Highlights:
- Manufacturing shipments rose 1.1% in May, the third consecutive monthly increase. April’s 0.4% gain was revised down from a previously-reported 1.1% increase.
- The gain was widespread with higher sales in 16 of 21 sub-industries. The transportation sector and chemical manufacturing posted the largest contributions.
- Machinery sales posted a fifth consecutive monthly increase and were up 22% from a year ago. The increase reflects both stronger exports and improving M&E investment at home.
- Price movements were not a factor on net as sales volumes also rose 1.1% in May.

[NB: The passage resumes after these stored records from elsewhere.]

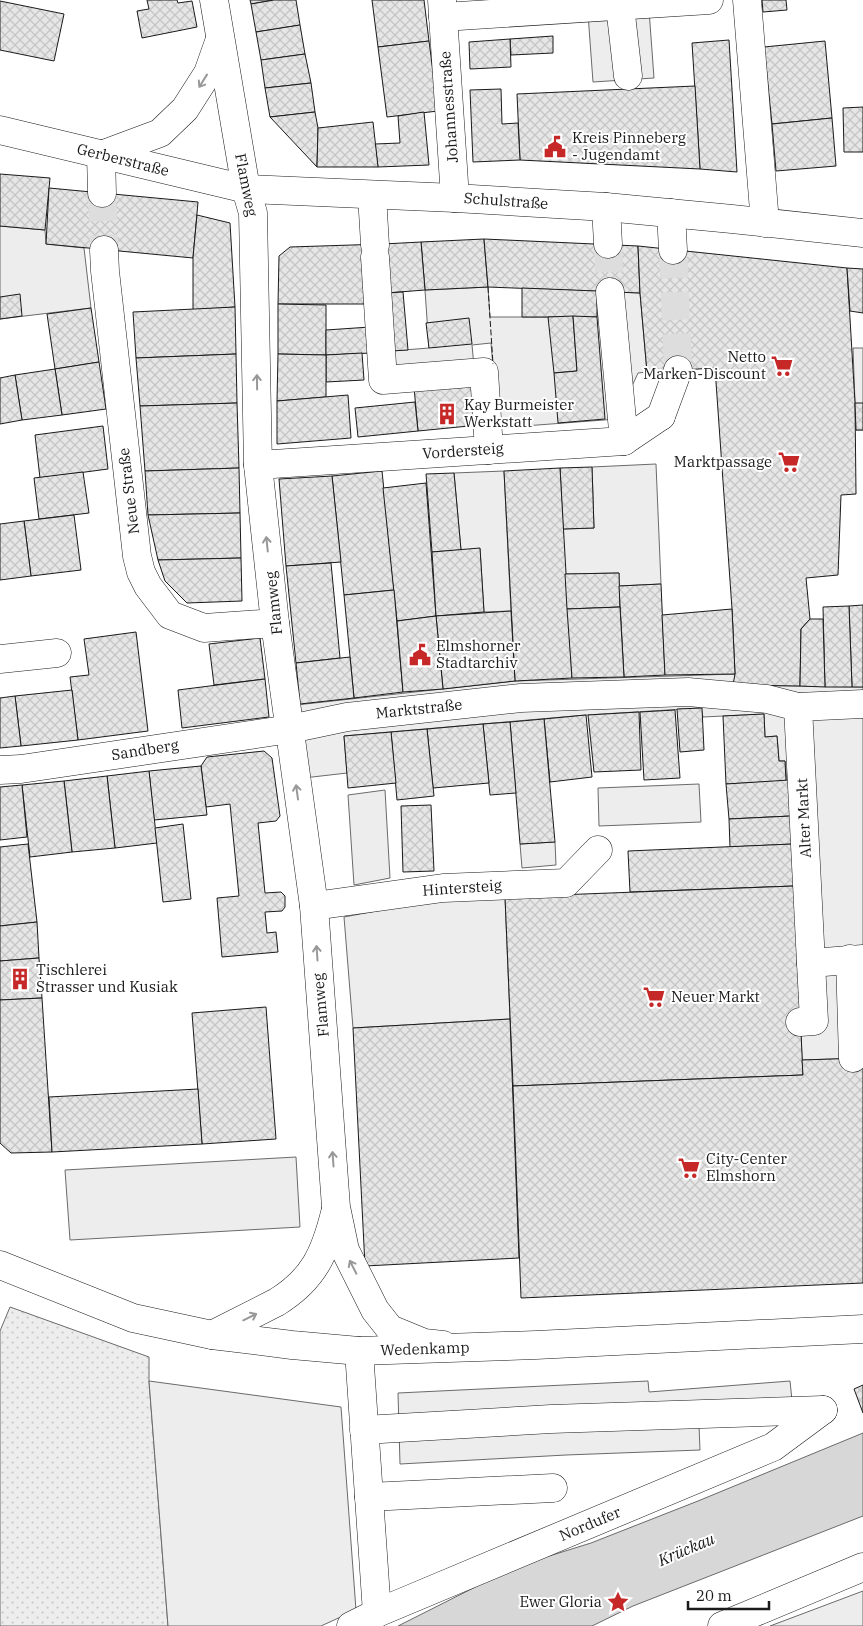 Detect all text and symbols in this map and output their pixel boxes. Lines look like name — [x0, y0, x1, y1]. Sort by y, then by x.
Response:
street label: Johannesstraße — [435, 50, 462, 164]
one-way arrow — [197, 74, 207, 88]
place label: Kreis Pinneberg - Jugendamt — [572, 128, 686, 164]
public building icon: Kreis Pinneberg - Jugendamt — [542, 134, 568, 160]
street label: Gerberstraße — [75, 139, 171, 180]
street label: Flamweg — [231, 152, 262, 218]
street label: Schulstraße — [463, 188, 549, 213]
place label: Netto Marken-Discount — [643, 347, 766, 383]
supermarket icon: Netto Marken-Discount — [769, 353, 795, 379]
one-way arrow — [252, 374, 262, 390]
place label: Kay Burmeister Werkstatt — [464, 395, 574, 431]
building icon: Kay Burmeister Werkstatt — [434, 401, 460, 427]
street label: Vordersteig — [422, 438, 504, 463]
street label: Neue Straße — [114, 447, 143, 535]
supermarket icon: Marktpassage — [776, 449, 802, 475]
place label: Marktpassage — [674, 452, 772, 471]
one-way arrow — [262, 536, 272, 552]
street label: Flamweg — [261, 570, 286, 636]
place label: Elmshorner Stadtarchiv — [436, 636, 521, 672]
public building icon: Elmshorner Stadtarchiv — [407, 642, 433, 668]
street label: Marktstraße — [375, 695, 463, 722]
street label: Sandberg — [110, 735, 180, 764]
street label: Alter Markt — [792, 778, 815, 858]
one-way arrow — [292, 784, 302, 800]
street label: Hintersteig — [422, 875, 502, 900]
one-way arrow — [312, 945, 322, 961]
place label: Tischlerei Strasser und Kusiak — [36, 960, 178, 996]
building icon: Tischlerei Strasser und Kusiak — [7, 966, 33, 992]
street label: Flamweg — [308, 972, 333, 1038]
supermarket icon: Neuer Markt — [641, 984, 667, 1010]
place label: Neuer Markt — [671, 987, 760, 1006]
place label: City-Center Elmshorn — [706, 1149, 787, 1185]
one-way arrow — [328, 1151, 337, 1167]
supermarket icon: City-Center Elmshorn — [676, 1155, 702, 1181]
one-way arrow — [348, 1260, 357, 1275]
one-way arrow — [242, 1311, 257, 1321]
street label: Wedenkamp — [380, 1337, 470, 1360]
street label: Nordufer — [556, 1502, 624, 1545]
water label: Krückau — [654, 1528, 717, 1570]
scale bar — [688, 1578, 769, 1610]
text: 20 m — [696, 1586, 732, 1605]
place icon: Ewer Gloria — [605, 1589, 631, 1615]
place label: Ewer Gloria — [519, 1592, 602, 1611]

- With some drawdown in inventories, we don’t expect the entire 1.1% gain in sales volumes will be captured in May’s manufacturing GDP that more closely reflects new production. We look for a slightly smaller 1/2% increase on a GDP basis.
Our Take:
A resurgent goods-producing sector is part of the broadening growth picture that was a factor in the Bank of Canada raising their trend-setting interest rate a week ago. While a rebound in goods production has been led by the energy mining industry, stronger manufacturing activity has also helped boost Canada’s GDP growth. Today’s manufacturing report points to that trend continuing with shipment volumes rising at their fastest year-over-year pace since the end of 2014. We look for a 1/2% gain in manufacturing GDP to add to May’s output figures, though that increase is expected to be swamped by a drag from the construction sector reflecting a week-long strike in Quebec. Even with overall activity expected to be flat in the month, a solid trend to start Q2 supports our forecast for a 2.7% annualized increase in GDP in the quarter.